◆ **WHAT YOU HAVE TO DO**: Reproduce the listing in its entirety. Do not reproduce the pictures.

START DATA EXCERPTS

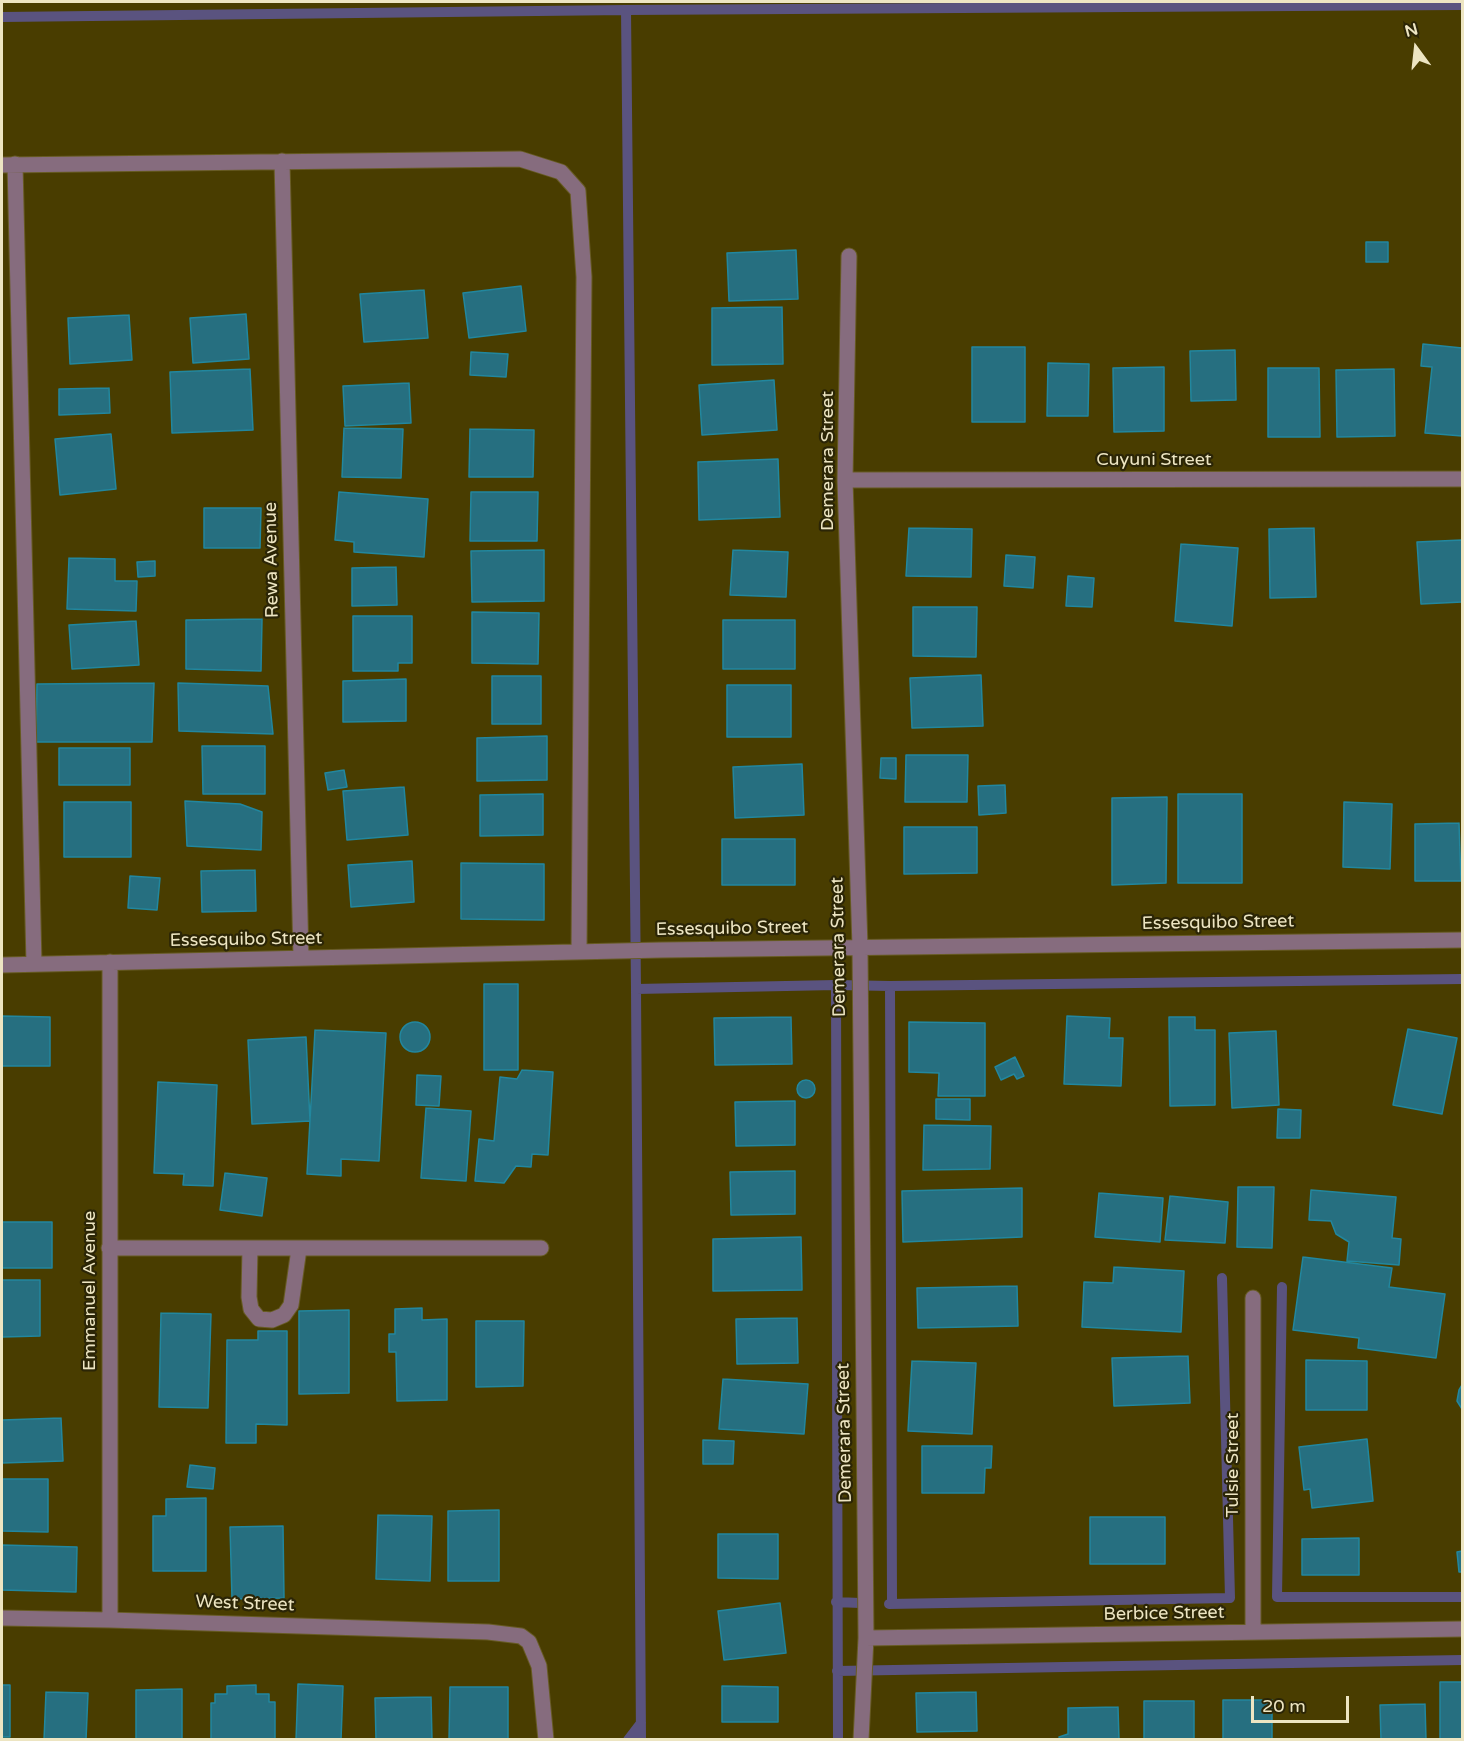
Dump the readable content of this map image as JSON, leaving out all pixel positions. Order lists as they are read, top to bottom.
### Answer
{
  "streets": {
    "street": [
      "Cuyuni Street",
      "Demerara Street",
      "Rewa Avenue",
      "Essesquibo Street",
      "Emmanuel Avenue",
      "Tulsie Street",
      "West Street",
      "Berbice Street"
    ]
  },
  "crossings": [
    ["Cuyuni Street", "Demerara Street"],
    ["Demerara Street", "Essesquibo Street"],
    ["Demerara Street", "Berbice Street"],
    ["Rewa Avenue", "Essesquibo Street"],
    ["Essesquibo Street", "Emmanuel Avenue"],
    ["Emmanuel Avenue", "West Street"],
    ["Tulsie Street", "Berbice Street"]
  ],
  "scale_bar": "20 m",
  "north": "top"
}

END DATA EXCERPTS

◆ **SOLVED PROBLEM**:
Dump the readable content of this map image as JSON, leaving out all pixel positions. Order lists as they are read, top to bottom.
### Answer
{
  "streets": {
    "street": [
      "Cuyuni Street",
      "Demerara Street",
      "Rewa Avenue",
      "Essesquibo Street",
      "Emmanuel Avenue",
      "Tulsie Street",
      "West Street",
      "Berbice Street"
    ]
  },
  "crossings": [
    ["Cuyuni Street", "Demerara Street"],
    ["Demerara Street", "Essesquibo Street"],
    ["Demerara Street", "Berbice Street"],
    ["Rewa Avenue", "Essesquibo Street"],
    ["Essesquibo Street", "Emmanuel Avenue"],
    ["Emmanuel Avenue", "West Street"],
    ["Tulsie Street", "Berbice Street"]
  ],
  "scale_bar": "20 m",
  "north": "top"
}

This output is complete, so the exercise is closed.